とりわけ、国をあげて地球温暖化問題への対応を迫られるなか、家庭部門における対策の柱として、住宅の省エネ化を加速させるための政策対応が急がれる。また、1981年の新耐震基準以前に建築された住宅が依然として1,000万戸以上存在し、その耐震化が進まないなか、耐震性に問題がある住宅の建替え・改修の推進に向け、税制、補助金、規制緩和等の政策支援の強化が必要である。

こうしたなか、政府の新成長戦略や国土交通省成長戦略では、住宅分野における成長戦略として、「住宅投資の活性化」、「質の高い新築住宅の供給と既存住宅流通・リフォームの促進」、「環境に優しい住宅の整備」などの政策とその実現に向けた工程表が示された。今後、新たな成長産業としての住宅市場の活性化を図るための具体的な施策の立案と着実な実行が求められる。

当面の住宅市場の着実な回復とともに、質の高い住宅ストックの蓄積を通じて広く国民が豊かな住生活を享受できるよう、平成23年度税制改正及び予算編成に対して以下要望する。

1.平成23年度住宅関連税制改正に関する要望

(1) 新築住宅等に係る固定資産税の減額措置の堅持

平成22年度税制改正大綱において、(1)新築住宅、(2)長期優良住宅、(3)省エネ・バリアフリー改修を行った住宅に係る固定資産税の減額措置については、優良な住宅ストック重視の観点から今後1年間で見直しを検討することとされた。
これらの措置は、良質な住宅の新築、改修を通じて、わが国全体として住宅ストックの質の向上を図るための支援措置として中心的な役割を果たしてきた。
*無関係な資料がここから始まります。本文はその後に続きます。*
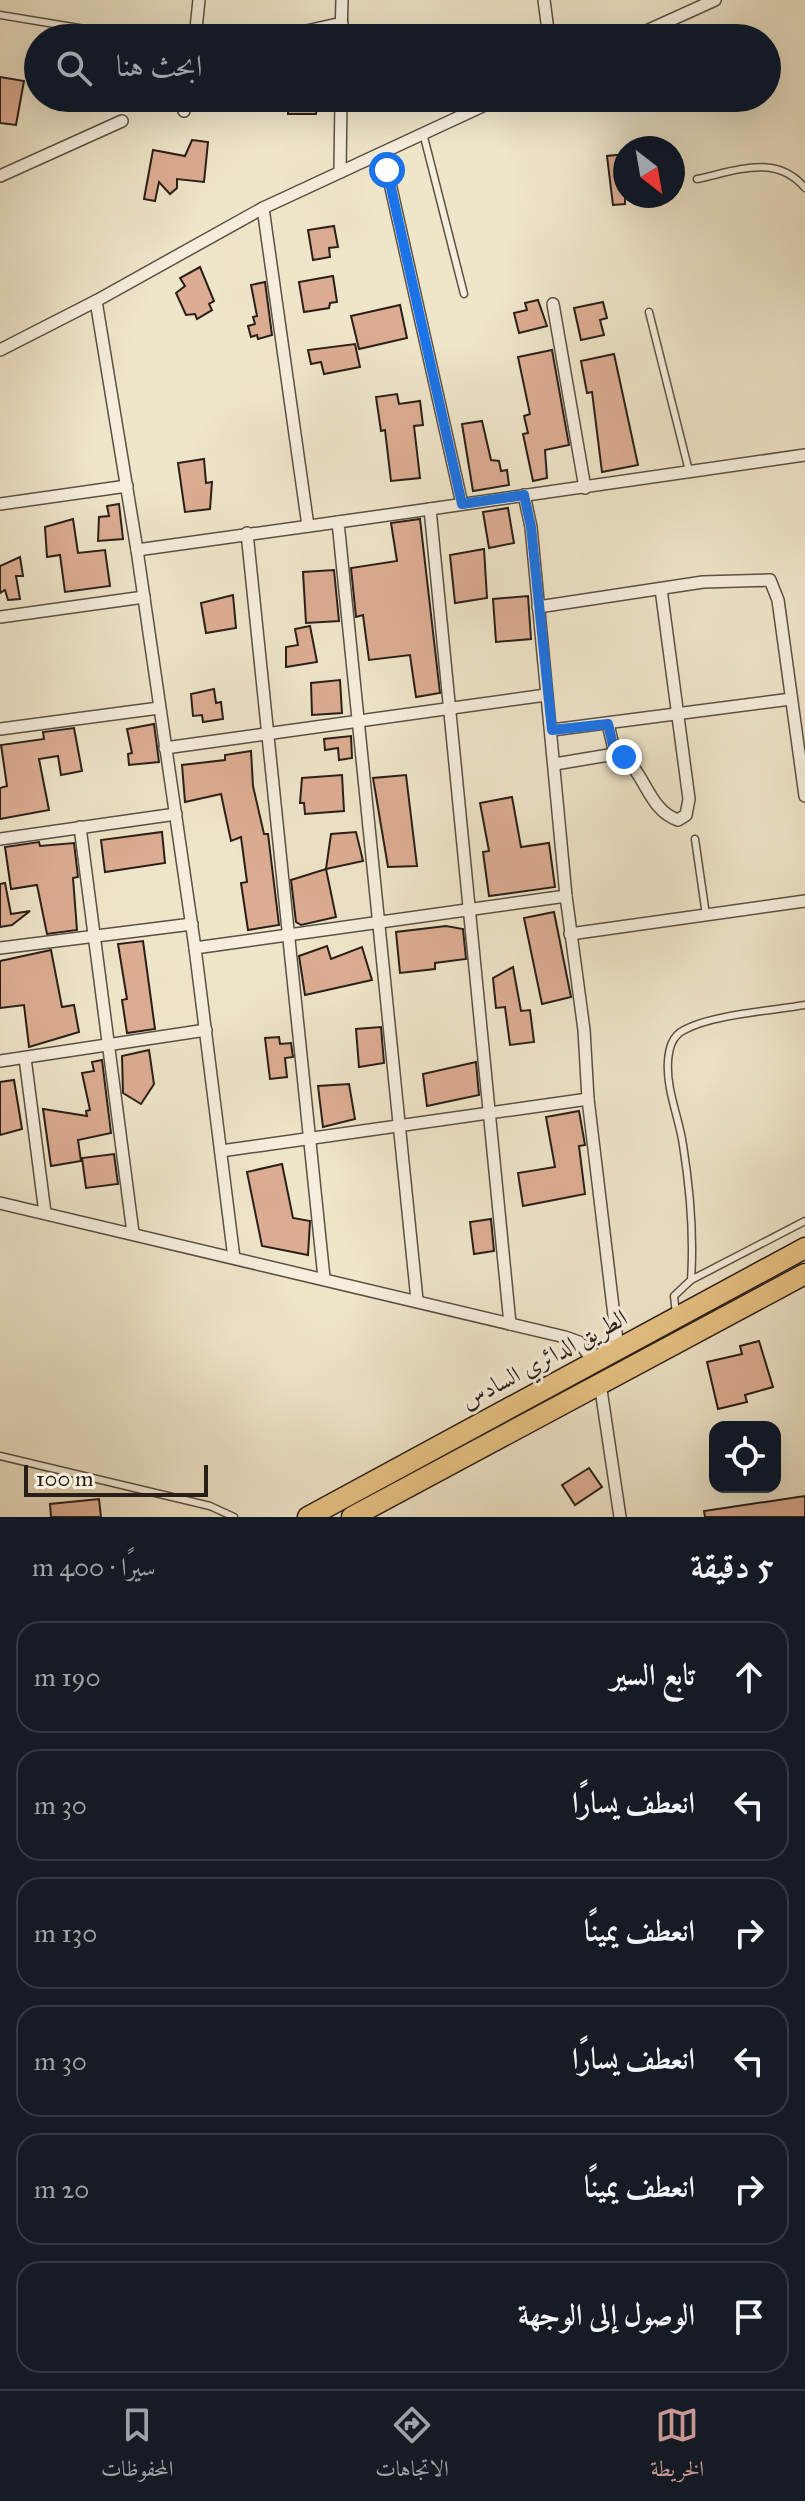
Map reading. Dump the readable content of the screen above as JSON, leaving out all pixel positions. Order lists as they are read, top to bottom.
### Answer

また、平成12年以降、住宅取得費や借入金の年収倍率が年々上昇するなか、住宅取得の初期段階での負担軽減にも大いに貢献してきた。仮に、本措置がなくなれば、ようやく回復の芽を見せつつある住宅市場への影響は計り知れず、わが国の経済や雇用に大きな影響を及ぼすことが予想される。
これらの措置が国民の住宅取得・保有・改修の負担軽減に長年貢献してきた経緯に鑑み、同措置については維持、恒久化すべきである。

(2) 住宅の取得に係る贈与税の非課税限度額の維持

住宅取得等資金に係る贈与税の特例措置(非課税限度額を平成22年は1,500万円、平成23年は1,000万円とする)は、世代間の所得移転を通じて住宅市場の活性化を図るうえで大きな役割を果たしている。1,400兆円の個人金融資産の半分を占める高齢者の金融資産を住宅投資に回し住宅市場の腰折れを回避するため、平成23年以降も非課税限度額を1,500万円に維持すべきである。

(3) 住宅に係る登録免許税の軽減措置の延長

住宅の取得、保有に係る負担軽減の観点から、一定の住宅を新築、取得し、居住した場合に住宅に係る登記の登録免許税を軽減する特例措置(平成22年度まで)を延長すべきである。そもそも登録免許税については、本来、登記する際の諸費用という性格に鑑み、手数料化も含め検討すべきである。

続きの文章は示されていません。